PROMPT:
All lines of the material that contain "small" must be copied out.

§ §

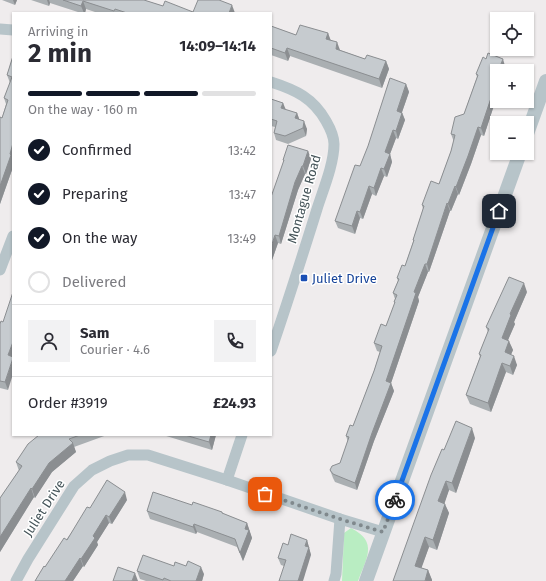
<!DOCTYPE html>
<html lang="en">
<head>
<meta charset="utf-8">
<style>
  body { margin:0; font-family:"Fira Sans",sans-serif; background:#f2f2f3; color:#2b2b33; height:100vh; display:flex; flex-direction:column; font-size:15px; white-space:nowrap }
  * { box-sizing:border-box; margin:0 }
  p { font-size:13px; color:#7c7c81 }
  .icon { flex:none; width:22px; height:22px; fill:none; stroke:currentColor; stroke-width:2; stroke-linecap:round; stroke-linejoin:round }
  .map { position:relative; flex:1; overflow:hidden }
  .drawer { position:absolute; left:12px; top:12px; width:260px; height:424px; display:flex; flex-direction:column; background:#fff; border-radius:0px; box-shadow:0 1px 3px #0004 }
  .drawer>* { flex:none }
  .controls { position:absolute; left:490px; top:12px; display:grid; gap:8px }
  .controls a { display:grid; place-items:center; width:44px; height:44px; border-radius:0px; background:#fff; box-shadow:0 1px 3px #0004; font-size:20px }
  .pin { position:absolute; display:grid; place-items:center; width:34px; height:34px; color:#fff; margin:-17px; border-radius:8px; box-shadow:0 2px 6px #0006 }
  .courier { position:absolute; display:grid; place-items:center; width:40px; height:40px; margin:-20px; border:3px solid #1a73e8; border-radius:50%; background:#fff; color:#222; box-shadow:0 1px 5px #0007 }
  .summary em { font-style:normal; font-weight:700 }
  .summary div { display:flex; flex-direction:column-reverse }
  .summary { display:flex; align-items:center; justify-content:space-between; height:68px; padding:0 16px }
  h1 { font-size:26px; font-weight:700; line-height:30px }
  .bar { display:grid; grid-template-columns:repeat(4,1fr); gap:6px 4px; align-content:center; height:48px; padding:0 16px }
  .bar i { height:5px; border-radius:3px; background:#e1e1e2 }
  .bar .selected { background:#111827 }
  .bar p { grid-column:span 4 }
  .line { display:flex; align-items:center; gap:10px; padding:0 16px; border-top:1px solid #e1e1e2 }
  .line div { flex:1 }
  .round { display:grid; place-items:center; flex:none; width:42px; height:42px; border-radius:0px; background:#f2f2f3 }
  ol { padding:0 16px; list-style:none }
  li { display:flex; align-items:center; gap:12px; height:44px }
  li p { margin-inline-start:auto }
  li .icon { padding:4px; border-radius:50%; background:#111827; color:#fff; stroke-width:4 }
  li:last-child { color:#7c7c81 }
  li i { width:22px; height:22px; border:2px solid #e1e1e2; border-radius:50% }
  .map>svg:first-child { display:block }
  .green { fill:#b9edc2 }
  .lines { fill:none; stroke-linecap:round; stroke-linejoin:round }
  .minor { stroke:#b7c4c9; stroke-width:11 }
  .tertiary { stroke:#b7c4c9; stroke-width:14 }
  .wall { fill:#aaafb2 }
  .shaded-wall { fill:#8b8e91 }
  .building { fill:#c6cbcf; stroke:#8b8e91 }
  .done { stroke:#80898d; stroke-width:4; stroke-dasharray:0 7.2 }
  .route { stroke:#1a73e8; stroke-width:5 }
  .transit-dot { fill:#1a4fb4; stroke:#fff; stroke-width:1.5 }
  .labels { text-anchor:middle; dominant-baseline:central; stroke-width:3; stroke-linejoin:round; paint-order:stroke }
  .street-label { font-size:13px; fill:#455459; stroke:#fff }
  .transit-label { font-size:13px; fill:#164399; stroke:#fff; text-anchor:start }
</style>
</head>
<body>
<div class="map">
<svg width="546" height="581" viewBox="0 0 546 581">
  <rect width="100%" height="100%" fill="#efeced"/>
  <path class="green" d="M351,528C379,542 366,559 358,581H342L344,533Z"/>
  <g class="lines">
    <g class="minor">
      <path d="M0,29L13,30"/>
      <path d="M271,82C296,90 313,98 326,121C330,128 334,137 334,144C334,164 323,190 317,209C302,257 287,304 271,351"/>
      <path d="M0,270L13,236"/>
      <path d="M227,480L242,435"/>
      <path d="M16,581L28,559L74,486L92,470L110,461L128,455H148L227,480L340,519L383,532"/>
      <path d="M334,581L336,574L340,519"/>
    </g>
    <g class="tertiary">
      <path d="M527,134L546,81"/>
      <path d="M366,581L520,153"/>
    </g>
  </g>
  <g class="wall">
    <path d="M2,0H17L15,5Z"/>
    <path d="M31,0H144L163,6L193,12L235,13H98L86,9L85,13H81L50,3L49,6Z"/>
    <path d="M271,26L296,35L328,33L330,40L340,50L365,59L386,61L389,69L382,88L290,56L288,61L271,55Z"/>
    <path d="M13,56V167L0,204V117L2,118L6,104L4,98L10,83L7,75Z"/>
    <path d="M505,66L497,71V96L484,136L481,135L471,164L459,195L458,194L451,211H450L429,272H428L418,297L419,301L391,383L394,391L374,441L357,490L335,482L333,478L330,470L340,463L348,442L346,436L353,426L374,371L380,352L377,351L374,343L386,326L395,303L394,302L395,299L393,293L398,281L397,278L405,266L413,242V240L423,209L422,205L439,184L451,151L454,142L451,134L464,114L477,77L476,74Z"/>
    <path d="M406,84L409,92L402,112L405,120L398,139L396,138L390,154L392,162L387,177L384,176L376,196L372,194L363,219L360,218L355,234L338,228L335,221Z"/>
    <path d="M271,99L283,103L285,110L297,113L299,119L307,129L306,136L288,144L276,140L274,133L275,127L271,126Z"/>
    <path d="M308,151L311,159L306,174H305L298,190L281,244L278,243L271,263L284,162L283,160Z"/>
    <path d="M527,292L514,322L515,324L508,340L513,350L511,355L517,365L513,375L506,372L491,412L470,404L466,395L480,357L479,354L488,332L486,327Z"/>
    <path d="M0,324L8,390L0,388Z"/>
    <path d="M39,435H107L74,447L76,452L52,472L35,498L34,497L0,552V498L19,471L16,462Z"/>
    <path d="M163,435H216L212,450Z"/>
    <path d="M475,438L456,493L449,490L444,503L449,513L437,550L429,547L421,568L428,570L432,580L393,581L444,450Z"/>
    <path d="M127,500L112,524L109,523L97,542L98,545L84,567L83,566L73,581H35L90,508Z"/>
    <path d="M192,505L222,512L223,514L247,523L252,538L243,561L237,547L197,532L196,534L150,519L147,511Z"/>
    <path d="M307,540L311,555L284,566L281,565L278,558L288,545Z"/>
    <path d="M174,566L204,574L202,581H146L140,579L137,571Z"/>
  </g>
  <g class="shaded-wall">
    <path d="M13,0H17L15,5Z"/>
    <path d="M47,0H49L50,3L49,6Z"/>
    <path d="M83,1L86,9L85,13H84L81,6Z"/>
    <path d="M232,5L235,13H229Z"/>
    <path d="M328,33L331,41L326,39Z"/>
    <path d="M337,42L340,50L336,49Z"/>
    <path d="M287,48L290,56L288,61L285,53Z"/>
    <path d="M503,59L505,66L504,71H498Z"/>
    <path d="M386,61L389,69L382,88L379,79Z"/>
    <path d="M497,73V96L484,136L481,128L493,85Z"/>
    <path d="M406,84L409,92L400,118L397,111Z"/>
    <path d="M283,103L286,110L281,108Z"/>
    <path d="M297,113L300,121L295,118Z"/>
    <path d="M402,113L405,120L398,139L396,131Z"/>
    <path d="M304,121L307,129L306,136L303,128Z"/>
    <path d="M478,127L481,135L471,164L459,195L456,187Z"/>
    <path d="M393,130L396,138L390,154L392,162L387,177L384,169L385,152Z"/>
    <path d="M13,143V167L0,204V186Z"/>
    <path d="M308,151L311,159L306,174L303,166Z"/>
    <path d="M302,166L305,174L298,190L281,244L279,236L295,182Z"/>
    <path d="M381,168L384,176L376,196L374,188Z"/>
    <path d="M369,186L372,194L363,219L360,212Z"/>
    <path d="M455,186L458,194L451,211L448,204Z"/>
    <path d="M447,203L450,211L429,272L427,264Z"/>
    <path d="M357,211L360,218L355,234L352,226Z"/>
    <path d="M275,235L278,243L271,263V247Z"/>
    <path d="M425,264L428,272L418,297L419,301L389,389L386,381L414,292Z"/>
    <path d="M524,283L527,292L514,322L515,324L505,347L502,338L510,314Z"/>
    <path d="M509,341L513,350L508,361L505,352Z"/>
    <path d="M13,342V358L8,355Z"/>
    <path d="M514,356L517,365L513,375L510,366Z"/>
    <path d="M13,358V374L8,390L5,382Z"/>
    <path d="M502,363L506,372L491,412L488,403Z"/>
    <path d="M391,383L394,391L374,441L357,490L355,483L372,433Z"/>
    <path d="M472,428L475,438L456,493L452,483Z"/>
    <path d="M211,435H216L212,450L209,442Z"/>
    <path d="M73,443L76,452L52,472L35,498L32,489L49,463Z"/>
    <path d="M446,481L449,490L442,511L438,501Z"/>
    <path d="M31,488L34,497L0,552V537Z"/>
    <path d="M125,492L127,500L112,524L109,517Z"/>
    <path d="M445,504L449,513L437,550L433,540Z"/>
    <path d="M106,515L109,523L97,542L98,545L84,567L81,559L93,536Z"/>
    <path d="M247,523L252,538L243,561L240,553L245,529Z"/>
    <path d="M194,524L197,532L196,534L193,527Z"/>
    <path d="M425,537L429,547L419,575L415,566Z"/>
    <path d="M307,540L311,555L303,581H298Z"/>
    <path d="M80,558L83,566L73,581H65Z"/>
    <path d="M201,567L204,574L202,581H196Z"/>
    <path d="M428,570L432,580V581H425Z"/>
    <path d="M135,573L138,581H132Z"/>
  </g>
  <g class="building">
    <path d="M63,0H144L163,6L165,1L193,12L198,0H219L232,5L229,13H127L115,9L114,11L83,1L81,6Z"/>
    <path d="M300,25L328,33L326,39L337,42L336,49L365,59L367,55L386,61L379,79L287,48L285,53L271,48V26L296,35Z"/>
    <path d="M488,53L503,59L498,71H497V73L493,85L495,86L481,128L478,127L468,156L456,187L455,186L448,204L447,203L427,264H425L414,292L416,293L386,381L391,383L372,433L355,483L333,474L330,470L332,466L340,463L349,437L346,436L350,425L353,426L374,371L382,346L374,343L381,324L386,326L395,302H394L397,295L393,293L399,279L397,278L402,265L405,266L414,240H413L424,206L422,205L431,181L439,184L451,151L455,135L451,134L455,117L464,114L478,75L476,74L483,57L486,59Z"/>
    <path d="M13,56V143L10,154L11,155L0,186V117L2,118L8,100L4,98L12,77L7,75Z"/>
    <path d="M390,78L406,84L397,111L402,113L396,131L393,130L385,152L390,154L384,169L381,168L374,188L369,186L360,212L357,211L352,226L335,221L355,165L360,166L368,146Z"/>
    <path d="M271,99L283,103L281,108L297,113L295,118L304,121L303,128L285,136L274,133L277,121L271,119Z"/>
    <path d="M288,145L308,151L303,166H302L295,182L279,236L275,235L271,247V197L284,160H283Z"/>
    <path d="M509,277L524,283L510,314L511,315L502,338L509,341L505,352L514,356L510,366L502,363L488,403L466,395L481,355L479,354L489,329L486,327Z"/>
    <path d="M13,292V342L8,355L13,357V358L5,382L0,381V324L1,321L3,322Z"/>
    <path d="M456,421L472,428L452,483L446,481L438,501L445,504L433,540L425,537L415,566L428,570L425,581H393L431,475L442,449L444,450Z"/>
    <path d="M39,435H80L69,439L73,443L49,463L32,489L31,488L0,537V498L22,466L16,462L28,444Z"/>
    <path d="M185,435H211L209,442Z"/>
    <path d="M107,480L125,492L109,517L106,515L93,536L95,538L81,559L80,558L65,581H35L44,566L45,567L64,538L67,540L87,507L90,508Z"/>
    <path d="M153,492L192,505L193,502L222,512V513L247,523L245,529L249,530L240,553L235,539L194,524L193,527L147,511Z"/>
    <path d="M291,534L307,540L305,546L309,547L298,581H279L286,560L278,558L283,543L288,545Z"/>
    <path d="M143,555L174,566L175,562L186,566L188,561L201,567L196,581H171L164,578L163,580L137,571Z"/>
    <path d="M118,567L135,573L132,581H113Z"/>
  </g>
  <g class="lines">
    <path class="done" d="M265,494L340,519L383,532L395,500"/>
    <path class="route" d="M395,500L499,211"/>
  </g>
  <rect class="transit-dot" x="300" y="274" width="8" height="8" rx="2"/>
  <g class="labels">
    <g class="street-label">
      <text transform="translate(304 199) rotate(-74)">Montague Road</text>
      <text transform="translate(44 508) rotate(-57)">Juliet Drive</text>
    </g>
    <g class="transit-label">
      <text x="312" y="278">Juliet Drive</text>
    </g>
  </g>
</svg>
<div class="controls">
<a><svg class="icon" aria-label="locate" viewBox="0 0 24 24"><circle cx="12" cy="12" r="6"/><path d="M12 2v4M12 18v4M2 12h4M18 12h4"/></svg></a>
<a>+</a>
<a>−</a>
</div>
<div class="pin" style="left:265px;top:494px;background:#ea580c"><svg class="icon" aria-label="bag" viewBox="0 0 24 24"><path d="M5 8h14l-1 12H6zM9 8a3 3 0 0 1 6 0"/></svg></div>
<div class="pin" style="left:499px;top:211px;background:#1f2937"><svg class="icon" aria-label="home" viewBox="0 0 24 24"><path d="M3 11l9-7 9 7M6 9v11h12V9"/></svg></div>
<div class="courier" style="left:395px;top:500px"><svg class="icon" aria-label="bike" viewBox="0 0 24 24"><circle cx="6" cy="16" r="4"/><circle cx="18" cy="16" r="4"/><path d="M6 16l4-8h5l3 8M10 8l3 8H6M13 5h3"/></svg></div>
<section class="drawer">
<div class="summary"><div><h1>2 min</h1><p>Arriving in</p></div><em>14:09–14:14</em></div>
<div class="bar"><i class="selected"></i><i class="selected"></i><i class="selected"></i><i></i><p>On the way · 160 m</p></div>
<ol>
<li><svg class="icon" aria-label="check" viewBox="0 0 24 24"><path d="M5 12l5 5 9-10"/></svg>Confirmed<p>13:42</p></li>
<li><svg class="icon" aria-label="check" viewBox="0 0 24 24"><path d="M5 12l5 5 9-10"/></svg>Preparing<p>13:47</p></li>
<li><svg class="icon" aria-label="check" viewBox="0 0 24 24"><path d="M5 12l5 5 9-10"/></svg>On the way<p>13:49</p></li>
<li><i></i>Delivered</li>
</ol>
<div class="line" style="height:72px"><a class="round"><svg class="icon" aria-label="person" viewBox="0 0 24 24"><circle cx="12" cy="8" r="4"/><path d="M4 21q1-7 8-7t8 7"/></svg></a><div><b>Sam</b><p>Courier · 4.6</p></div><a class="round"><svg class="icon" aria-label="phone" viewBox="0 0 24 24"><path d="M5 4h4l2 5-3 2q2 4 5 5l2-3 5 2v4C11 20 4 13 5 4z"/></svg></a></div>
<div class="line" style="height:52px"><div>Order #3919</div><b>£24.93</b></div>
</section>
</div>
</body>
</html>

§ §

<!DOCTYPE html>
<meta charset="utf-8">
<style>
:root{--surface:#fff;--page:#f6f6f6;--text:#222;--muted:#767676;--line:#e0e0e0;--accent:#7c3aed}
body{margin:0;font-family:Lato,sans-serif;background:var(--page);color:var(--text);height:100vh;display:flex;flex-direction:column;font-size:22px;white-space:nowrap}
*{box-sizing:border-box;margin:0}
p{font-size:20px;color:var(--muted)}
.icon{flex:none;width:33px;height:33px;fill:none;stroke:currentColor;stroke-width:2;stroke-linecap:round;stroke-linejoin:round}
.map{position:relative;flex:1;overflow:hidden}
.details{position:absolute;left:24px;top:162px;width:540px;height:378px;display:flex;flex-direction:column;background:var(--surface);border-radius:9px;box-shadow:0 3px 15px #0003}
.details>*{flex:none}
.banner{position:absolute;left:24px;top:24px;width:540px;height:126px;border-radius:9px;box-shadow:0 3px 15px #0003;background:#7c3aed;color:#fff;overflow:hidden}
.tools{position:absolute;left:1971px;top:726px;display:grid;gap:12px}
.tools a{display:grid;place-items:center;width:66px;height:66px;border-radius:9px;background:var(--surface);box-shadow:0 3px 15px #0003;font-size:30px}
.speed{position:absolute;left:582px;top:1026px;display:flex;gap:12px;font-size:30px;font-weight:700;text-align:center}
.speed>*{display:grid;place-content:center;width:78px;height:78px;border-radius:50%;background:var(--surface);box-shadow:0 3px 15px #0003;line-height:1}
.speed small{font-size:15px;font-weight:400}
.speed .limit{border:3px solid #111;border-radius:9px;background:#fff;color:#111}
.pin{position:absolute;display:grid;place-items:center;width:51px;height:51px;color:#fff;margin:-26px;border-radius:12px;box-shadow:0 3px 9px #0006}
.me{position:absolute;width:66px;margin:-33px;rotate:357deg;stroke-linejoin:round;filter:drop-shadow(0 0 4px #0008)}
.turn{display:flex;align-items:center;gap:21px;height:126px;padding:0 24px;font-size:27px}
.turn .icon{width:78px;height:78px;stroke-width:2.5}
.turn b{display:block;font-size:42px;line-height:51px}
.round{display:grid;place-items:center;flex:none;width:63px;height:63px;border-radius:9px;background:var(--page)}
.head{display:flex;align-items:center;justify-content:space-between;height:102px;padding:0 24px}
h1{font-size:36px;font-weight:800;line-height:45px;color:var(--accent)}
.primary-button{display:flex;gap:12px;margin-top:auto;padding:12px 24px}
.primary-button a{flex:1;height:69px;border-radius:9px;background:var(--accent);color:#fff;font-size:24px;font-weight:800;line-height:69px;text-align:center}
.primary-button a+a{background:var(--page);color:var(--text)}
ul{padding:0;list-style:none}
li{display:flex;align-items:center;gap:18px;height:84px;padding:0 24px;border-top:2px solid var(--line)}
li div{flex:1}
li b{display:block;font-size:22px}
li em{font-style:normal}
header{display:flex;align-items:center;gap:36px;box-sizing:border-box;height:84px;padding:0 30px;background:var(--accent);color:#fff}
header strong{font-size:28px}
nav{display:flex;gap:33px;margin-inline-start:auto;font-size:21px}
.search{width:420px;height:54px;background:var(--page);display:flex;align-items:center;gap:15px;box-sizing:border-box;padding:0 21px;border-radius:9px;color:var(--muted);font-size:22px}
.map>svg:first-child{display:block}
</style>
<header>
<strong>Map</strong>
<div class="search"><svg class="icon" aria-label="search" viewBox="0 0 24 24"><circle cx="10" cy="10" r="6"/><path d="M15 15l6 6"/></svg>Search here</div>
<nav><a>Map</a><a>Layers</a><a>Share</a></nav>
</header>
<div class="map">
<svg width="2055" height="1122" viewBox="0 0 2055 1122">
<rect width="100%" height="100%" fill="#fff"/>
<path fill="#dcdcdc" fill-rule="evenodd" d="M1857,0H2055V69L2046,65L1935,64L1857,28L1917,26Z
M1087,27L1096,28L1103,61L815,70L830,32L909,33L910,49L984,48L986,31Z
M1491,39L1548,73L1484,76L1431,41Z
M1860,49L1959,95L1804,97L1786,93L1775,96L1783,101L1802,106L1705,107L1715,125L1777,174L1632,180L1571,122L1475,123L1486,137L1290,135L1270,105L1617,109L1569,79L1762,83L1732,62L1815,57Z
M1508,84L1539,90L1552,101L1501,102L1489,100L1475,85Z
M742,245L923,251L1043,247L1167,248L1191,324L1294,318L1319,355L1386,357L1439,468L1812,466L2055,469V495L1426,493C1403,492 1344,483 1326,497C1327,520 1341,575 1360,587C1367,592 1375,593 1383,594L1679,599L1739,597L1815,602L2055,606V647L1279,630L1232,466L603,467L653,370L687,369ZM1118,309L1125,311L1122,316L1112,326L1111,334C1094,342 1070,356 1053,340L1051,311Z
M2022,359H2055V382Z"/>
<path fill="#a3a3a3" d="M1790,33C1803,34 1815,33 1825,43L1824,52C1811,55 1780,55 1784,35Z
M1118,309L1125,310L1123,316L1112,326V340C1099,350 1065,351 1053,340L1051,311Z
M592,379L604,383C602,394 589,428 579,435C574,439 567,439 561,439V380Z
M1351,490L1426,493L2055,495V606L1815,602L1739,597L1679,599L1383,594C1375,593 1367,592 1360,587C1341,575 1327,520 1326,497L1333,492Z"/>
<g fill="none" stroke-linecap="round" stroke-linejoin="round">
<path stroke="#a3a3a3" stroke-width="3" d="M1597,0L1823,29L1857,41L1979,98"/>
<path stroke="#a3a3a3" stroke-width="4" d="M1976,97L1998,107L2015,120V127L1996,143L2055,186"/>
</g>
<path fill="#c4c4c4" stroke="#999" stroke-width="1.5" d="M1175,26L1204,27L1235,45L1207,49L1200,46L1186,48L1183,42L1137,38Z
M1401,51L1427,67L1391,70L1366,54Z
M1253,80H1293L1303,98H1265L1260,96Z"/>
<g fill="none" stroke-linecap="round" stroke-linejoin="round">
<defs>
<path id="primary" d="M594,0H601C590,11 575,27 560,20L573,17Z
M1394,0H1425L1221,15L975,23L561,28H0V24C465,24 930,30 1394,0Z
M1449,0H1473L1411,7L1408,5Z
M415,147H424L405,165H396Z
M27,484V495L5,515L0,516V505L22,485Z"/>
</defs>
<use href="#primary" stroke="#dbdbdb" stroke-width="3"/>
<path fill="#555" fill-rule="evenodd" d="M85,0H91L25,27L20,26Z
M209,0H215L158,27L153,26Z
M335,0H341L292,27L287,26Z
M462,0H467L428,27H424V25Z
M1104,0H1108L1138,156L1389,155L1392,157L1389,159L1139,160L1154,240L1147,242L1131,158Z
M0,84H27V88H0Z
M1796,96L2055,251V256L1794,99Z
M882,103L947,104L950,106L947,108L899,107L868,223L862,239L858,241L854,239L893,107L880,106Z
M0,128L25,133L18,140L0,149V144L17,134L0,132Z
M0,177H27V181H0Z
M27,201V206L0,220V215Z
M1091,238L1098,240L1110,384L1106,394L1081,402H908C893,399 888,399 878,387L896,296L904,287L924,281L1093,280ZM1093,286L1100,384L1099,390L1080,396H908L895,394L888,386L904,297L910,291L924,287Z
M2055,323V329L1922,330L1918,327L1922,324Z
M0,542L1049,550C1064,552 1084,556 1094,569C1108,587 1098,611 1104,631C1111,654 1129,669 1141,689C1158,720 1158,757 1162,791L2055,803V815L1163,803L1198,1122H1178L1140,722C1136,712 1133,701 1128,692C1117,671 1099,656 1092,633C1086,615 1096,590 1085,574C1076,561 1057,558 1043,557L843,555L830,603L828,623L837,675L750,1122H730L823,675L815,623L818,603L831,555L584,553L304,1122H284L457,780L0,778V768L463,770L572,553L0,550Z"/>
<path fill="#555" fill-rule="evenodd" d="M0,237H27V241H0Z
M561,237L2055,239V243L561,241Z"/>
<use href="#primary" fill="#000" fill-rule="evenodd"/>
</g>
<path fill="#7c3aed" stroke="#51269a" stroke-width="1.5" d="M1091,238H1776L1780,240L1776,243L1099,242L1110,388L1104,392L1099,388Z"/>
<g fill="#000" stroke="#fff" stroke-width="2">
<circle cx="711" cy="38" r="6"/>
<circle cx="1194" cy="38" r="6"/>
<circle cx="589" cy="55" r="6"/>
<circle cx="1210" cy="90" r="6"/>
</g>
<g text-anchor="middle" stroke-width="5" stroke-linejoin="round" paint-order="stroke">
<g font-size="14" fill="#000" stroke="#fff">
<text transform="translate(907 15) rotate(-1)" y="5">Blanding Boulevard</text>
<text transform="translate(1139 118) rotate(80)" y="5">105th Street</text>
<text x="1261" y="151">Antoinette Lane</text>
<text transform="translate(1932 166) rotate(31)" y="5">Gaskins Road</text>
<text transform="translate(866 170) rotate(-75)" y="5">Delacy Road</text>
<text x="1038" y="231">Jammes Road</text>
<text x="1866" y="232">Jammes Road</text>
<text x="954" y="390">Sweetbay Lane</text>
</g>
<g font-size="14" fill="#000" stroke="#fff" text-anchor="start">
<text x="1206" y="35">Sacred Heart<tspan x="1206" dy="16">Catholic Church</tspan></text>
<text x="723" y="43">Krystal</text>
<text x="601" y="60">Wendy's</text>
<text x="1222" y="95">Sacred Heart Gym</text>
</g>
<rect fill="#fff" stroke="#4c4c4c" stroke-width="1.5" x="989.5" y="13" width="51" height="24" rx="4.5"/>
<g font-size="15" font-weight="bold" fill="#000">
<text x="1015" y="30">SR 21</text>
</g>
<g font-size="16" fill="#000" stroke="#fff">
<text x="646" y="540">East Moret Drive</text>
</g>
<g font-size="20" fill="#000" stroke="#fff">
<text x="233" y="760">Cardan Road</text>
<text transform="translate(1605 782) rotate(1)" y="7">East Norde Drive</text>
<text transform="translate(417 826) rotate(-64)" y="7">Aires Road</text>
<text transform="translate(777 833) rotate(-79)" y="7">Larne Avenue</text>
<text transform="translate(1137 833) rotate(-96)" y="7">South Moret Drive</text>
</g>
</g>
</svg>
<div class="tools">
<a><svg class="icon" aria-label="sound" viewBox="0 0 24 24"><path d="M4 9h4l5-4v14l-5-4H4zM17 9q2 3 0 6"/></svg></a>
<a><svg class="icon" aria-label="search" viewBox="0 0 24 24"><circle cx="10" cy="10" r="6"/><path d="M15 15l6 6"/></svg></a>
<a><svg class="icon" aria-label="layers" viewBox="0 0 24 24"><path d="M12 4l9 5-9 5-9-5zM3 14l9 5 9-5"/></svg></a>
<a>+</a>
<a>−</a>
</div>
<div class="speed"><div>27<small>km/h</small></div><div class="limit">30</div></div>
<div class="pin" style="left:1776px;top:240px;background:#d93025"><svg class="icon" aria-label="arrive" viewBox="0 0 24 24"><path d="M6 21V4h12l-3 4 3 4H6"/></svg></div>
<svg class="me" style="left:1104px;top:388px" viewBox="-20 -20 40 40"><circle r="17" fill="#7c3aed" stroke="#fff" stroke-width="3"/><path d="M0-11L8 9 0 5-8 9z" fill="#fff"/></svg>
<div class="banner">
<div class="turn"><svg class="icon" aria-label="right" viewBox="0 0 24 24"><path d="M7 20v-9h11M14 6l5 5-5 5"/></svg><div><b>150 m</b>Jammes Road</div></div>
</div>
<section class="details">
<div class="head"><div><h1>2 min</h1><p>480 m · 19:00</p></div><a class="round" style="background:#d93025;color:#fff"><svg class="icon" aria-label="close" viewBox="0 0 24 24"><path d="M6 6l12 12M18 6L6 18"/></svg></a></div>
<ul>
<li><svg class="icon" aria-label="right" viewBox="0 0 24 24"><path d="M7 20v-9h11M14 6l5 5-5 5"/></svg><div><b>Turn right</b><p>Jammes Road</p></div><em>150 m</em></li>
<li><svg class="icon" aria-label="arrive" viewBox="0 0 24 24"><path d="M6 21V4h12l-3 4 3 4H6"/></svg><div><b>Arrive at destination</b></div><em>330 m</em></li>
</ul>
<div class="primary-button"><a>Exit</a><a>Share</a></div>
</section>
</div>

§ §

YOUR SOLUTION:
.speed small{font-size:15px;font-weight:400}
<div class="speed"><div>27<small>km/h</small></div><div class="limit">30</div></div>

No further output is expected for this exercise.